▶ PROBLEM
Nothing but the lines from the one containing "List all labels, markers" through the end of the entries below should be set down, each exactly as written.

▶ RECORDS PROVIDED

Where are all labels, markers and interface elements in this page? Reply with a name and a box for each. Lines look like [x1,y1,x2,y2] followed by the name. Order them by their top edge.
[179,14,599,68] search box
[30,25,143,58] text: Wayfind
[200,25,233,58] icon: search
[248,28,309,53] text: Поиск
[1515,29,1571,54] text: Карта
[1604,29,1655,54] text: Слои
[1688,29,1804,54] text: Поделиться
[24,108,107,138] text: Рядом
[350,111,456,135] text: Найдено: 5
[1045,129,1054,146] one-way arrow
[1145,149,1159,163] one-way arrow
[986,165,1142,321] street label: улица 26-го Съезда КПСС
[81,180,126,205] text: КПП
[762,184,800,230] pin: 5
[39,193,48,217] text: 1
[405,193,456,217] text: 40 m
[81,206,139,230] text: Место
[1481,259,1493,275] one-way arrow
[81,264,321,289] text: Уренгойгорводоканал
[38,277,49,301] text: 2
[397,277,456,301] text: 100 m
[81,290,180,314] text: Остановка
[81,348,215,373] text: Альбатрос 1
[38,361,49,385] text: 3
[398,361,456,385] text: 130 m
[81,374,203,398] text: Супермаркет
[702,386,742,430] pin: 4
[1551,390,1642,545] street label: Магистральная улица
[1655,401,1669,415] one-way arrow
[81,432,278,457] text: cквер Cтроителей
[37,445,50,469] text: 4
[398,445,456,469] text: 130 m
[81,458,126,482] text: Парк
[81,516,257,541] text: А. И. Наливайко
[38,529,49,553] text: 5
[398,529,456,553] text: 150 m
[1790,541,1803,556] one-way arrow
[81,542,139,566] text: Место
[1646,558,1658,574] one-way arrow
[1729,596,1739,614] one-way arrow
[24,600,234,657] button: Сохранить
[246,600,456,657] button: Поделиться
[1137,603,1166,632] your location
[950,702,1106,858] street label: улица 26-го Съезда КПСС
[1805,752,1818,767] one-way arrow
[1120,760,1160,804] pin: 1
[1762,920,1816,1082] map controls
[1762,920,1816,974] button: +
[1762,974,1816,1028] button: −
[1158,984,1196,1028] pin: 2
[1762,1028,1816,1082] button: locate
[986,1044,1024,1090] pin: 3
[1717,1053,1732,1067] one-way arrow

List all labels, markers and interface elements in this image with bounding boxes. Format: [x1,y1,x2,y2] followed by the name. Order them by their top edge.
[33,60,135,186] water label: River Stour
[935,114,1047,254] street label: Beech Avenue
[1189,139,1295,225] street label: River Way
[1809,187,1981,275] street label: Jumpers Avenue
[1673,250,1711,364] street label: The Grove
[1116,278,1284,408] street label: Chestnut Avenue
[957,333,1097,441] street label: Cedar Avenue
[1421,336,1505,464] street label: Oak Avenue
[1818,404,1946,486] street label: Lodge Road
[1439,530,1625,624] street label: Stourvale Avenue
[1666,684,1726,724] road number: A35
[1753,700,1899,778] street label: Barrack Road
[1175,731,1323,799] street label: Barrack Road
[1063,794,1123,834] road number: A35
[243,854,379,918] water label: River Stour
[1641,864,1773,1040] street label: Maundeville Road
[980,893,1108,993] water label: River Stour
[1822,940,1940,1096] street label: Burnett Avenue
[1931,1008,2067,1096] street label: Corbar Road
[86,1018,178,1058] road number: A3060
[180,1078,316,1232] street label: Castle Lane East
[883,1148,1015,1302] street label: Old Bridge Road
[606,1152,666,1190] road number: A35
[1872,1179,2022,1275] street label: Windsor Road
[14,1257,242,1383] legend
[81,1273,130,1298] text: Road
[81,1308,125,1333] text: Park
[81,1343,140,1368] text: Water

▶ TASK RESPONSE
List all labels, markers and interface elements in this image with bounding boxes. Format: [x1,y1,x2,y2] followed by the name. Order them by their top edge.
[33,60,135,186] water label: River Stour
[935,114,1047,254] street label: Beech Avenue
[1189,139,1295,225] street label: River Way
[1809,187,1981,275] street label: Jumpers Avenue
[1673,250,1711,364] street label: The Grove
[1116,278,1284,408] street label: Chestnut Avenue
[957,333,1097,441] street label: Cedar Avenue
[1421,336,1505,464] street label: Oak Avenue
[1818,404,1946,486] street label: Lodge Road
[1439,530,1625,624] street label: Stourvale Avenue
[1666,684,1726,724] road number: A35
[1753,700,1899,778] street label: Barrack Road
[1175,731,1323,799] street label: Barrack Road
[1063,794,1123,834] road number: A35
[243,854,379,918] water label: River Stour
[1641,864,1773,1040] street label: Maundeville Road
[980,893,1108,993] water label: River Stour
[1822,940,1940,1096] street label: Burnett Avenue
[1931,1008,2067,1096] street label: Corbar Road
[86,1018,178,1058] road number: A3060
[180,1078,316,1232] street label: Castle Lane East
[883,1148,1015,1302] street label: Old Bridge Road
[606,1152,666,1190] road number: A35
[1872,1179,2022,1275] street label: Windsor Road
[14,1257,242,1383] legend
[81,1273,130,1298] text: Road
[81,1308,125,1333] text: Park
[81,1343,140,1368] text: Water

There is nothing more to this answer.